Moral absolutism may actually become an obstruction to implementing better solutions to social problems when we allow the Frankenstein Effect to take over. Consider the case of sex out of wedlock. Perhaps primitive societies discovered that villages that allowed for this had greater problems with young, underdeveloped girls suffering through childbirth, or single girls struggling as parents, or miserable with greater incidence of genital infection, etc. Cultural experimentation leads to the consensus that if young girls (and sometimes boys) are abstinent until in a socially binding and lifelong monogamous marriage, that the incidence of those problems is less. In a world in which medical cause and effect is unknown, "gods" are the explanation for the observed phenomena and abstinence becomes a part of a religiously enforced moral code.

As time, society, and technology advances, new solutions are discovered for those problems (birth control, condoms, abortion, antibiotics), and may also ameliorate some of the unsolved problems with the old solution (excessive repression, neurosis, emotional arrest). These new solutions can feel threatening to the institutions that have for so long made the old solution -- the traditional moral code -- such a part of their identity. Thus, the temples or churches oppose the new solutions even though one would expect them to embrace them as helpful in fighting the original problems: "Giving condoms to teenagers makes it easier for them to have sex outside of marriage without suffering the consequences of disease and undesired pregnancy, so they may choose to have sex when otherwise they wouldn't have, so giving condoms to teenagers is bad." This is the Frankenstein Effect: suddenly, these helpful new innovations are themselves denounced as immoral, as if the whole point were to preserve the church traditions rather than to preserve personal health and welfare. The moral code and the institution -- originally built by people to solve specific problems -- become forces that demand people serve the codes and the institutions instead, regardless of the original problems.

Embryonic stem cells can make a blind man see (see Michael Abrams, "Sight Unseen", in DISCOVER Vol. 23 No. 06) -- and this has been done in the U.S. and over one hundred times in Japan -- but some religious institutions, forgetting that doing the same thing used to be a celebrated act in their tradition -- condemn any such healing.

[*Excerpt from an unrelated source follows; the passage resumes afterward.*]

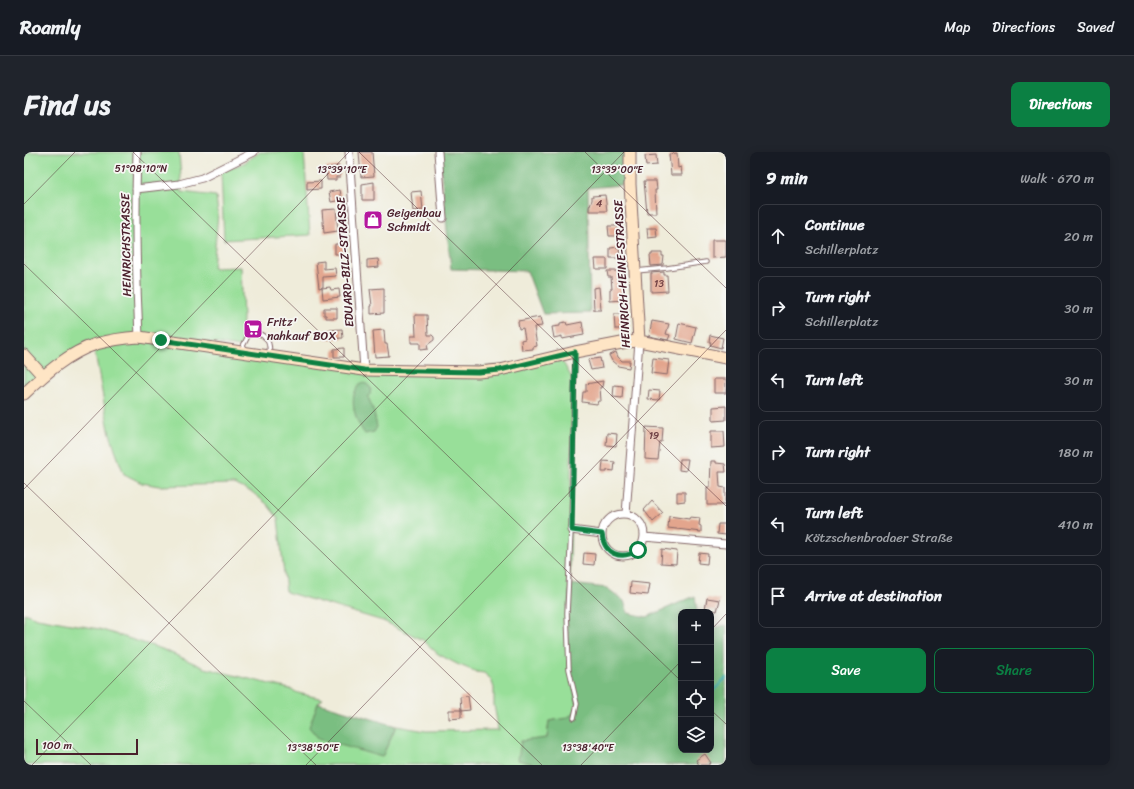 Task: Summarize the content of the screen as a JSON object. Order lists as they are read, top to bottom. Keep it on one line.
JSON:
{"streets":{"street":["HEINRICHSTRASSE","EDUARD-BILZ-STRASSE","HEINRICH-HEINE-STRASSE"]},"places":{"shop":["Geigenbau Schmidt"],"supermarket":["Fritz' nahkauf BOX"]},"house_numbers":["4","13","19"],"scale_bar":"100 m","page":{"header":"Roamly","nav":["Map","Directions","Saved"],"title":"Find us","buttons":["Directions",["Save","Share"]],"heading":["9 min","Walk · 670 m"],"list":[["Continue","Schillerplatz","20 m"],["Turn right","Schillerplatz","30 m"],["Turn left","30 m"],["Turn right","180 m"],["Turn left","Kötzschenbrodaer Straße","410 m"],"Arrive at destination"],"map_buttons":["+","−"],"scale":"100 m"},"coordinates":["51°08'10\"N","13°39'10\"E","13°39'00\"E","13°38'50\"E","13°38'40\"E"]}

Tradition, momentum, and blind obedience to authority -- governmental, religious, institutional -- lobotomizes the body politic, leaving it with an unthinking automaton to bully us with ideas that may be entirely remote from us in time, culture, geography, and circumstances. We may choose to flee from our freedom and responsibility to think for ourselves and let our forebears dictate to us with the Frankenstein Effect, or we may select from our heritage what remains instructive and relevant, and carefully modifying it for a contemporary world, courageously meet our responsibility to advance civilization.